Friday, June 20, 2008

How BB Plans to Save the Earth

Bear with me. I think I've solved the problem of greenhouse emissions. Just remember that YOU all knew me back before the Nobel Prize I'm sure to win.

***

I've been thinking about this. What we need to do is get some of the worst offenders, like big 4x4 trucks, off the road. Those are the ones that get single-digit gas mileage.

And why are there so many on the road? Tiny penises, of course. It's a well-established fact that the guys with the smallest willies are actually the ones who buy the biggest trucks. I believe it's an offshoot of the Napoleon complex.

Anyway, my idea is that we give free penis augmentation to those in need. Then, all those fellows with their new, strappin' johnsons will no longer feel compelled to use large vehicles to demonstrate their manliness. Emissions will be cut down, because those men will no longer feel a compulsion to prove their virility by way of knobby tires and POWERSTROKE engines.

Yes, penis extensions will save the earth.

***

When Wolfboy and I pulled up to his summer camp today, all of the kids were in the parking lot with their teachers and a policeman.

A teacher told me that the back door to the school had been smashed, and that the policeman had just finished checking it out. He was certain that no bad guys were in the school. In fact, it appears that the door was the only thing damaged. Nothing was missing or vandalized inside.

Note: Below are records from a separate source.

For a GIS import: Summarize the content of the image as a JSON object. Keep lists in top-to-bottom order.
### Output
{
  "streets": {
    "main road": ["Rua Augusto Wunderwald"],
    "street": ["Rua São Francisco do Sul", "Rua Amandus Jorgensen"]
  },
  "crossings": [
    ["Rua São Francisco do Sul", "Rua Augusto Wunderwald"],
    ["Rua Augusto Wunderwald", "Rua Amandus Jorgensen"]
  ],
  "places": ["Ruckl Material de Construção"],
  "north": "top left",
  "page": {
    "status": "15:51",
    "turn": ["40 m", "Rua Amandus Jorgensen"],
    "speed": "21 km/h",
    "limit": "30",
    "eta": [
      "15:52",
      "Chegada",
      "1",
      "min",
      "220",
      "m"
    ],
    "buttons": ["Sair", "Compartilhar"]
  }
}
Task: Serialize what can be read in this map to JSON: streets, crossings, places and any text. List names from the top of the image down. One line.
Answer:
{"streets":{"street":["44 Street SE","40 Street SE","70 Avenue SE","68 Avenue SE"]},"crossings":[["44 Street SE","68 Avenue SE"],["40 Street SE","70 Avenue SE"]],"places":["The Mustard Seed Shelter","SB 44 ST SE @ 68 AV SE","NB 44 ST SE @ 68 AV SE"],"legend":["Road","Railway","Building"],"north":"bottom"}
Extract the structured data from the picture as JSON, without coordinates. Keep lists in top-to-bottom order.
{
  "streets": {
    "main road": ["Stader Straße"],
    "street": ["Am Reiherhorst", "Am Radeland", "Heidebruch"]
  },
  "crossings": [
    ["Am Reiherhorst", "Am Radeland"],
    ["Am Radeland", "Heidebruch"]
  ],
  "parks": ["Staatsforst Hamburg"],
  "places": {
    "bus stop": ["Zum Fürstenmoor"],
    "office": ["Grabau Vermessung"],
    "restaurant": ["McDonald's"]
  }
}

So Wolfboy, doing as kids do, decided to get out of the car through my door. Yes, that 4'3" kid, all gangly elbows and knees, had to crawl over the armrest and duck his head. That wasn't enough to keep him from knocking the mirror out of place, nearly spilling my drink, and digging his elbow into the car horn, much to the chagrin of the policeman who was standing in front of the car.

He turned around.

"It was him!" I said. "Put the handcuffs on him!"

The cop smiled.

Wolfboy asked, "Who honked at me?"

***

Happy Friday.

2 comments:

amcnew said...

willies...
johnsons...
POWERSTROKE...!

You slay me!

BB said...

Thank you, thank you.

Now if you'll excuse me, I need to start up my 8-wheeled Hummer with the "stump jumper" suspension and go cruisin'. I get six gallons per mile you know.